From the data below, retype exactly the lines starting with the one that contains "translate:-50% -50%; white-space:nowrap;" and ending with the one that contains "translate:-100% -50%; text-align:right", both included.

(Saved entries)
──────
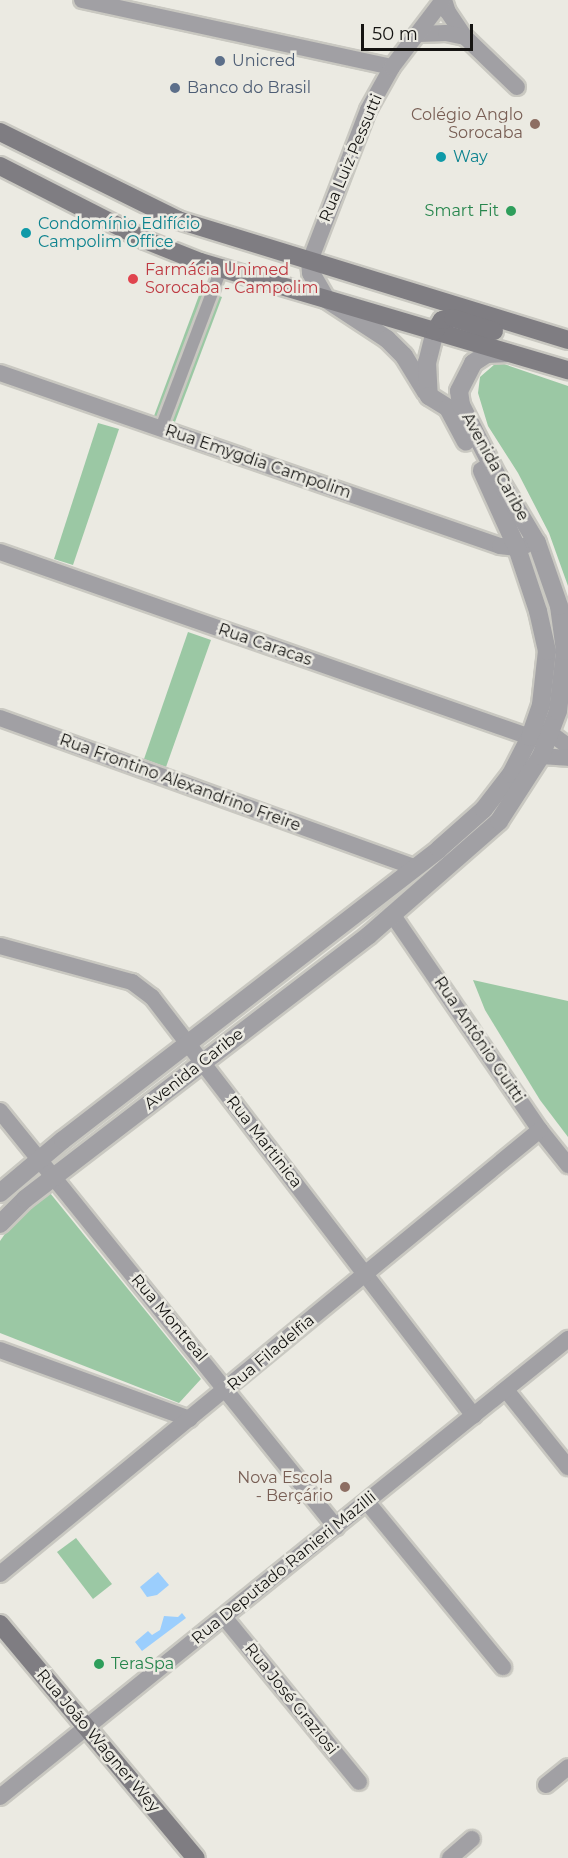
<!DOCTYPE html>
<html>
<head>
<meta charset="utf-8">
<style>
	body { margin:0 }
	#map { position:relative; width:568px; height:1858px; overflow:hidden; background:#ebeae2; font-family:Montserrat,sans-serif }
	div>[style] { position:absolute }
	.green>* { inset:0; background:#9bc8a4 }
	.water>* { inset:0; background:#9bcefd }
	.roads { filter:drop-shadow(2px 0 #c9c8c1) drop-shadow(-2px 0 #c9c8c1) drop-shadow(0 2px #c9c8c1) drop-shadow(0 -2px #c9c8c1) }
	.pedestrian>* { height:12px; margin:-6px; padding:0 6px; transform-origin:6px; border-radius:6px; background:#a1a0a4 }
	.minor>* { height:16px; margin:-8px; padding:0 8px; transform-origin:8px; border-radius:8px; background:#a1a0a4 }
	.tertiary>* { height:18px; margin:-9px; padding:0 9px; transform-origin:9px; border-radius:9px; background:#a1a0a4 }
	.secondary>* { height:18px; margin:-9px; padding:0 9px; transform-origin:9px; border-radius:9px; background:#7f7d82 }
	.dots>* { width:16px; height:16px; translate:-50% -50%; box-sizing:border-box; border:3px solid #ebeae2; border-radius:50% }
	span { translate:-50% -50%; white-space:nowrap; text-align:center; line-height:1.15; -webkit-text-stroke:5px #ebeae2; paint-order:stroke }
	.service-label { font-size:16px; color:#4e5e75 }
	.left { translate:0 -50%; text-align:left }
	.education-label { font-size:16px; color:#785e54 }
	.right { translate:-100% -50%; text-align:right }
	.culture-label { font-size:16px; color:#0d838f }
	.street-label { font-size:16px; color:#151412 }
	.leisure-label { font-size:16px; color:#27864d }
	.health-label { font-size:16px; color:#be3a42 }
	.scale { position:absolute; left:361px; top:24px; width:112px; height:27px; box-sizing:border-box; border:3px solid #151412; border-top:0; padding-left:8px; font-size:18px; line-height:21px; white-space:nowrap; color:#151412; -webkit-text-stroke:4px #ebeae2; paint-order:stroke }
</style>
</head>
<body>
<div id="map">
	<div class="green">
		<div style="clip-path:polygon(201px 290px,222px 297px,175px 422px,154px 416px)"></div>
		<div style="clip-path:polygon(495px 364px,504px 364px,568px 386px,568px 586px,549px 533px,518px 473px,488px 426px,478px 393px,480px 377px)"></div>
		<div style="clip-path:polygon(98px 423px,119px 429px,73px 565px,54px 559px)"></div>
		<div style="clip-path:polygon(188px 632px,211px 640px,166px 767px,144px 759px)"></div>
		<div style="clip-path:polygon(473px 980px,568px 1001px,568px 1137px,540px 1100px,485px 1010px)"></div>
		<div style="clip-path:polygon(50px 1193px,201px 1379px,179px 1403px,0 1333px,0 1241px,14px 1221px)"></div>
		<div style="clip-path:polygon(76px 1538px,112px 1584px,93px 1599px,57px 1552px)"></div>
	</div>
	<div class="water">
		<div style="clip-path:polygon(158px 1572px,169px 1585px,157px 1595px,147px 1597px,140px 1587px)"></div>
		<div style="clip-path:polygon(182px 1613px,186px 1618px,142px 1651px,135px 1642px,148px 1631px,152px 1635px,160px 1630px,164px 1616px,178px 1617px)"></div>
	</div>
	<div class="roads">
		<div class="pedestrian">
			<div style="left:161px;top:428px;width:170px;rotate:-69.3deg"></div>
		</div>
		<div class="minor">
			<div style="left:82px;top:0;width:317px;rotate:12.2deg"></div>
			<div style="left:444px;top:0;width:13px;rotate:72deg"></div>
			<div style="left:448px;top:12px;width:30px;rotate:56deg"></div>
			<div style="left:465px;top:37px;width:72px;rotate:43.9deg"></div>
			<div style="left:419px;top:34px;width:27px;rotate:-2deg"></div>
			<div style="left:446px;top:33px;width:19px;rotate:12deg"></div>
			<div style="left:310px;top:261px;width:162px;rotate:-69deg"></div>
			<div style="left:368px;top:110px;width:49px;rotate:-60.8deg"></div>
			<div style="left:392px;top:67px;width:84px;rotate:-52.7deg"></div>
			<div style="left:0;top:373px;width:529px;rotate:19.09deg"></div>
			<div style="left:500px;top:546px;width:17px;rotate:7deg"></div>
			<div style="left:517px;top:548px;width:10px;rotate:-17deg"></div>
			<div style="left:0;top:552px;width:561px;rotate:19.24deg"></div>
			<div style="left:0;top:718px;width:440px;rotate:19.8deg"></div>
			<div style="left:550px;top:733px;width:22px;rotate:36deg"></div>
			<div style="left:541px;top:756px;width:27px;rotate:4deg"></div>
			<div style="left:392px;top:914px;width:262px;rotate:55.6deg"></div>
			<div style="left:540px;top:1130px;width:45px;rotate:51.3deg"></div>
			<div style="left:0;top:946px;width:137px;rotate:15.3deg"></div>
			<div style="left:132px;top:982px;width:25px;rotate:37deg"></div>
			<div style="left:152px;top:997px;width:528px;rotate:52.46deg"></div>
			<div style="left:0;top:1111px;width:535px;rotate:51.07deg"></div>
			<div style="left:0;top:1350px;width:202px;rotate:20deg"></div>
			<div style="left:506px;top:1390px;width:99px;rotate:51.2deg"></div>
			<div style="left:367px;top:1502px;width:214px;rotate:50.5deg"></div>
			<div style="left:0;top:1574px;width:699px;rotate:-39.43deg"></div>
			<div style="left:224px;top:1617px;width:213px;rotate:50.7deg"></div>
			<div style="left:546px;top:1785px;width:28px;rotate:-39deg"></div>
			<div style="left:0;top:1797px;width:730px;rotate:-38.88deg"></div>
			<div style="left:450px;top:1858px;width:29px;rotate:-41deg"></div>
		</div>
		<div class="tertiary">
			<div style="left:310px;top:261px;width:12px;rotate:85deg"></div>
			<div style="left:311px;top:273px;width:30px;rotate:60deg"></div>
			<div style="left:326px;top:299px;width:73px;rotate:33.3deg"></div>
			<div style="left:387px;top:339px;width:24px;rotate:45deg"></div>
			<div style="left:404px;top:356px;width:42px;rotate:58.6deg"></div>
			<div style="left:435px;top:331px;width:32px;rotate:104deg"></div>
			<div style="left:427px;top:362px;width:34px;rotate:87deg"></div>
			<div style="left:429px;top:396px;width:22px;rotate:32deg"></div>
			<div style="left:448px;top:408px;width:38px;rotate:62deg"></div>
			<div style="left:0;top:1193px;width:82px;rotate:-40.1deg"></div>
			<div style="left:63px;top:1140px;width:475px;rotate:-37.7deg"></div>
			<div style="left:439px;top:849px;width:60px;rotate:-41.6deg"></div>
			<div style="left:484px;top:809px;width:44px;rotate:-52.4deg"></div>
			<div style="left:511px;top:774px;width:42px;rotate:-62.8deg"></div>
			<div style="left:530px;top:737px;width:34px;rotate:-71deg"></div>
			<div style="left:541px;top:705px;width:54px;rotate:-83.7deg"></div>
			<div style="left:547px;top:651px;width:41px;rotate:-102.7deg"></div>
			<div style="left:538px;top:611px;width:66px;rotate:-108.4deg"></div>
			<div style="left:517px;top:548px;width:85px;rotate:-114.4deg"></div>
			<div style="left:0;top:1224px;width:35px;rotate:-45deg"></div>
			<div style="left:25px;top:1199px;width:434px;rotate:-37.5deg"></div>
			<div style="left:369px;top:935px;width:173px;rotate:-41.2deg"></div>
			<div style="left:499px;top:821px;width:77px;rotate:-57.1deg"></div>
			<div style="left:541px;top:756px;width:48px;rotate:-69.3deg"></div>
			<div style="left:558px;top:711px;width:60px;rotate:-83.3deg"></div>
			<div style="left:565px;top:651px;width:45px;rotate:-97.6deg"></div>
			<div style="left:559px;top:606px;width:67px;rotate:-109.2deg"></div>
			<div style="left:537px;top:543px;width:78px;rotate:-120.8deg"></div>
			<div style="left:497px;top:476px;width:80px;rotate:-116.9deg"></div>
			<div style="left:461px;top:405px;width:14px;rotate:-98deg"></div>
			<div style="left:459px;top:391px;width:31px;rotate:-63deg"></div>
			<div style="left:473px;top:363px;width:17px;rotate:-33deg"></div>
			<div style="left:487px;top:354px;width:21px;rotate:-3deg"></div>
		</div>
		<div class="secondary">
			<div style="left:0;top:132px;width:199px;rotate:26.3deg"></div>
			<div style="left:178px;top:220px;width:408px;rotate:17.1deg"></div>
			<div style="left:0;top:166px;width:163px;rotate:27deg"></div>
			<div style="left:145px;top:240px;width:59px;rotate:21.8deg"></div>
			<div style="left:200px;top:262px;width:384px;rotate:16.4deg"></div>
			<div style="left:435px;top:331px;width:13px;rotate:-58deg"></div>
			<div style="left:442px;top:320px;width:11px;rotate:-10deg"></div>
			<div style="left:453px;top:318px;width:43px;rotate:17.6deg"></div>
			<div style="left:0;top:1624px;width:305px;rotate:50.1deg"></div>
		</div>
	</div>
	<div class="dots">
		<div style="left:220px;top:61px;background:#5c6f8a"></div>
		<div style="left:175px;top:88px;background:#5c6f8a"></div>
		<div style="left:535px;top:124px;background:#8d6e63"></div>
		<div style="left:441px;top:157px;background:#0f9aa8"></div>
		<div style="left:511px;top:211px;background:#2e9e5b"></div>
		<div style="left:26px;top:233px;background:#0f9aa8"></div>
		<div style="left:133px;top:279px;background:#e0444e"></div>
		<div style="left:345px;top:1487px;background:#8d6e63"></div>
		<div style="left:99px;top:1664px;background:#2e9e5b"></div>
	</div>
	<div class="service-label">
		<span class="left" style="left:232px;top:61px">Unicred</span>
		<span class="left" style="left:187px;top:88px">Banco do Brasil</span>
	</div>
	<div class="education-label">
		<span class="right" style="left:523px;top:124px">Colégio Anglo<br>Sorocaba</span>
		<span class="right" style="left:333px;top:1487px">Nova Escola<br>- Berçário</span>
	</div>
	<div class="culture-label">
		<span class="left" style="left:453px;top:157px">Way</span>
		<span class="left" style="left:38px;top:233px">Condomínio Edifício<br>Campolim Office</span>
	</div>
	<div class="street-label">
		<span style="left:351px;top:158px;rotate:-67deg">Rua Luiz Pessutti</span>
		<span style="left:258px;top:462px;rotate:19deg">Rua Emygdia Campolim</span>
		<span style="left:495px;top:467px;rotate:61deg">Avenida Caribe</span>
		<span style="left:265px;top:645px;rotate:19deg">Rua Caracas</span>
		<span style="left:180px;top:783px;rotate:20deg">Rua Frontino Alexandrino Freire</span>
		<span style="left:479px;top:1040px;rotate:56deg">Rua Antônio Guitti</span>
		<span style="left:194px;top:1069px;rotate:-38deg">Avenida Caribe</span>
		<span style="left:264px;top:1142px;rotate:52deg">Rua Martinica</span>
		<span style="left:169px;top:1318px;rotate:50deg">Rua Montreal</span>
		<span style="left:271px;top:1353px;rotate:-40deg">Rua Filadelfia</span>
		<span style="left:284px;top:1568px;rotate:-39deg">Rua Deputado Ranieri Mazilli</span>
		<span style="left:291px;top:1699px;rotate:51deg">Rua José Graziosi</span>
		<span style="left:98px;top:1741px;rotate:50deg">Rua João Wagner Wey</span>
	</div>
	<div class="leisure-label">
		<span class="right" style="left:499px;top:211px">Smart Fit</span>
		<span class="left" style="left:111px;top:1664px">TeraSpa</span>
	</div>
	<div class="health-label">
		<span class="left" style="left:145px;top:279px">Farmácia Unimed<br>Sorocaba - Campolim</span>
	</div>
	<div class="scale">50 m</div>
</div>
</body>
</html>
──────
* _TASK SOLUTION_
	span { translate:-50% -50%; white-space:nowrap; text-align:center; line-height:1.15; -webkit-text-stroke:5px #ebeae2; paint-order:stroke }
	.service-label { font-size:16px; color:#4e5e75 }
	.left { translate:0 -50%; text-align:left }
	.education-label { font-size:16px; color:#785e54 }
	.right { translate:-100% -50%; text-align:right }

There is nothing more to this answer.